Ces stratégies devraient s’inspirer des travaux et concepts de “ double conscience”, de (Du Bois), des “violence symbolique” de (Bourdieu), de “colonialité” de (Fanon), ainsi que des approches sociologiques contemporaines (Wieviorka, Taguieff). Ces apports théoriques permettent d’ancrer la réflexion sur la réconciliation dans les défis réels du monde, afin de s’assurer que la transformation des imaginaires collectifs et des structures symboliques soit aussi centrale que la réforme politique ou juridique.

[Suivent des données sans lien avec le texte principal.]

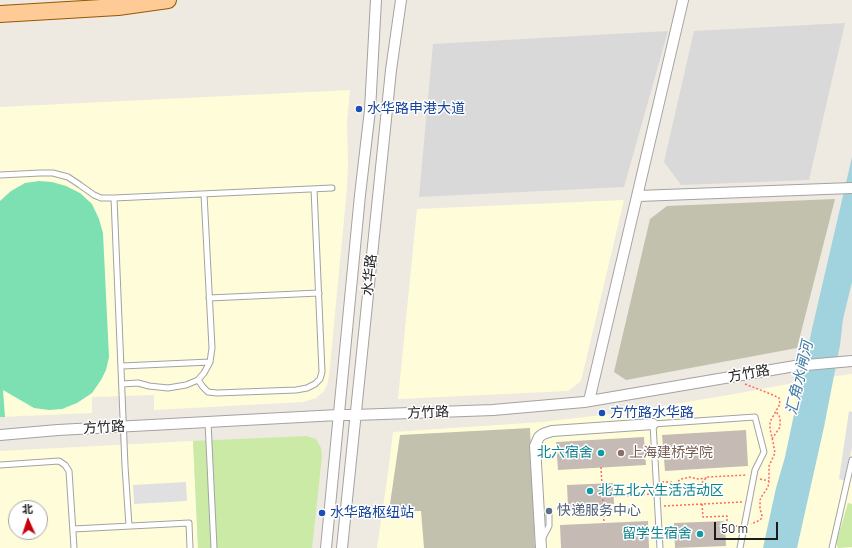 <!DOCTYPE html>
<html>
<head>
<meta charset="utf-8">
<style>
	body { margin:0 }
	#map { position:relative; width:852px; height:548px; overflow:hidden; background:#eee9e1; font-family:Manrope,"Noto Sans SC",sans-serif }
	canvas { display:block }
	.north { position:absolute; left:8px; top:500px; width:40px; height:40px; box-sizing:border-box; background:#fff; border:1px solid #a4a4a4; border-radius:50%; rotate:357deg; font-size:11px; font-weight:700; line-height:16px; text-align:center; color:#1c1c1c }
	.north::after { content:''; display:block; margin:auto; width:14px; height:18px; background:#c8000d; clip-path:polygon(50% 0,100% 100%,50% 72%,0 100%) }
	.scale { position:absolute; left:714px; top:522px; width:64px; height:18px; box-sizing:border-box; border:2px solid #1c1c1c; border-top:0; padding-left:5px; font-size:12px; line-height:14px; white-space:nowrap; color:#1c1c1c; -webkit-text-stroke:3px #fff; paint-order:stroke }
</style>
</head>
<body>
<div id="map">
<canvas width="852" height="548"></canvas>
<div class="north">北</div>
<div class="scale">50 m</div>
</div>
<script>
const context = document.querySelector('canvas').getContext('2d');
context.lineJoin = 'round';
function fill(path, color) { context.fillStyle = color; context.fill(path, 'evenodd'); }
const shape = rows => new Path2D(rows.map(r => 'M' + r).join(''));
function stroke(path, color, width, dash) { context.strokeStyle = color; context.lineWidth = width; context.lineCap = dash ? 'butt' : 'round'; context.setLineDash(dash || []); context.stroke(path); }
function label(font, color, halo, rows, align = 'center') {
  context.font = font + ' Manrope,"Noto Sans SC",sans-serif'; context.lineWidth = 3; context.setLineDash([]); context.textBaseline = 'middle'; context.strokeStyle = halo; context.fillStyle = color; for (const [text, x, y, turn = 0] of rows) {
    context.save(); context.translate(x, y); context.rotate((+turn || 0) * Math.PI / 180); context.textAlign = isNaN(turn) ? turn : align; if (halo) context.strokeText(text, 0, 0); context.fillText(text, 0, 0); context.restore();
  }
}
fill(shape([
	[845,23,809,180,681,185,664,162,694,31],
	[668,31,624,187,419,197,433,44]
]), '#dad9d9');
fill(shape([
	[350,90,347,122,348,163,347,188,329,376,327,386,323,392,316,398,303,402,154,410,154,395,92,397,92,413,0,417,0,107],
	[624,200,581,381,568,391,398,399,417,209],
	[852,374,852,548,377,548,388,473,393,432,542,422,628,412,740,393,815,379],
	[193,441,198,548,0,548,0,451],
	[16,508,40,508,40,532,16,532]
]), '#fffdd9');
fill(shape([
	[835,199,797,348,626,380,614,372,650,219,667,206],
	[530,428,535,548,424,548,421,511,389,511,400,435]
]), '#c2c1ad');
fill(shape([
	[307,436,316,439,321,448,322,456,312,548,198,548,193,441],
	[848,503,852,504,852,547,838,548,836,543]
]), '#cbeaa5');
fill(shape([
	[39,181,52,182,66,186,80,193,92,204,99,219,103,233,109,357,106,370,101,380,92,393,77,403,62,409,49,410,34,408,3,390,5,417,0,417,0,201,11,191,25,183]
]), '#7ce0b3');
fill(shape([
	[849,411,852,412,852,447,846,481,839,479],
	[186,482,187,501,134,504,133,485]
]), '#e0e0e0');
fill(shape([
	[852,157,852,282,843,319,840,345,824,427,797,548,763,548,776,488,785,457,812,329]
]), '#a0d3dd');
fill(shape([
	[746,430,748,466,665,471,662,435],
	[644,437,646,465,558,470,556,442],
	[613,483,614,504,568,507,567,485],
	[648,521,649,548,561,548,560,525],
	[725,521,726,546,675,548,674,523]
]), '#c5bbb4');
const service = shape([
	[0,175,40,173,53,173,68,177,80,185,94,195,101,198,114,198],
	[209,298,319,293],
	[122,366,210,362,212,348,204,194],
	[198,380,203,387,208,392,217,393,296,390,307,388,315,384,320,379,322,372,314,189],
	[122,384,138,383,149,386,168,388,186,385,198,380,204,373,210,362],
	[208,422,214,548],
	[0,465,59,461,65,465,69,471,74,548],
	[129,526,125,466,114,198,332,188],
	[73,529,189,523,190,548],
	[542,539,549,526,549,515],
	[660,548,653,424,755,417,764,452,755,470,740,548],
	[832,548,852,460]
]);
const minor = shape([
	[638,196,852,188],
	[589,401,683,0],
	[0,435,58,430,338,415,355,415,493,410,584,402,795,366,852,361],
	[326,548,360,195,370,110,376,0],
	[342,548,391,70,401,0],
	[541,548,535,446,539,437,543,434,552,431,653,424]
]);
const primary = shape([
	[0,14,118,7,168,0]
]);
stroke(service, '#a3a3a3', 7);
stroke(minor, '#a3a3a3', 12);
stroke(primary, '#945900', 18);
stroke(shape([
	[745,384,773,395,779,398,780,404,770,422,770,429,773,442,775,453,769,466,769,481,768,487,762,496,760,500,760,508,762,516,761,519,758,521,751,524],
	[772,439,780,427,780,420,779,415,775,411],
	[601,467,604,523],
	[760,479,769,481],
	[662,482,671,482,686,490,692,489,699,486,707,477,747,475],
	[675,484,681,479,686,478,689,477,698,479,707,478],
	[603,497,651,494],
	[702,504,703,517,727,516,727,526,738,526],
	[664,506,742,502]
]), '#fd6963', 1.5, [2, 2]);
stroke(service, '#fff', 5);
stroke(minor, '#fff', 10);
stroke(primary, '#feca96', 16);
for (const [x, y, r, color] of [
	[359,109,4,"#1a4fb4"],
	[602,413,4,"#1a4fb4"],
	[601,453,4,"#0f9aa8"],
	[621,453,4,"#8d6e63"],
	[590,491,4,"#0f9aa8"],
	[549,511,4,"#5c6f8a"],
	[322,513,4,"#1a4fb4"],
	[700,534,4,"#0f9aa8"]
]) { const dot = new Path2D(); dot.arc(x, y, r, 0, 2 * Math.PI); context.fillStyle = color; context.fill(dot); stroke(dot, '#fff', 1.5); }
label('14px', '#164399', '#fff', [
	["水华路申港大道",367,109],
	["方竹路水华路",610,413],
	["水华路枢纽站",330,513]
], 'left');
label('14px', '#1c1c1c', '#fff', [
	["水华路",370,275,-84],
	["方竹路",749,374,-10],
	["方竹路",428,413,-2],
	["方竹路",104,428,-3]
]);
label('14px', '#0d838f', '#fff', [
	["北六宿舍",593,453],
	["北五北六生活活动区",598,491,"left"],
	["留学生宿舍",692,534]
], 'right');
label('14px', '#785e54', '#fff', [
	["上海建桥学院",629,453]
], 'left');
label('14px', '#4e5e75', '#fff', [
	["快递服务中心",557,511]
], 'left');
label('italic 15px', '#447ba5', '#fff', [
	["汇角水闸河",800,378,-77]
]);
</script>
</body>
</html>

Vers une société réinventée, affranchie des héritages du passé

Le XXIe siècle nous impose d’abandonner les vieilles illusions, de dénoncer le racisme comme vestige honteux et d’inventer une société où la diversité n’est plus source de peur, mais levier pour la créativité et la résilience. Refuser la fragmentation et assumer notre unité, c’est commencer à panser les blessures de l’histoire et construire un monde où la reconnaissance prend le pas sur toutes les appréhensions.  Là réside l’enjeu majeur de notre époque: transformer la fiction destructrice de la race en une vérité constructive, celle d’une humanité véritablement sans frontières. Abolir le mythe racial, c’est offrir aux générations futures une histoire nouvelle, basée sur le respect et la solidarité cosmiques. Ce n’est qu’en affirmant haut et fort notre unité dans la diversité, que nous pourrons construire une société où la paix et l’harmonie priment. Ce n’est qu’à ce prix que l’humanité, enfin réconciliée avec elle-même et son environnement, pourra tourner la page des divisions, pour écrire celle d’une cohabitation sereine et harmonieuse.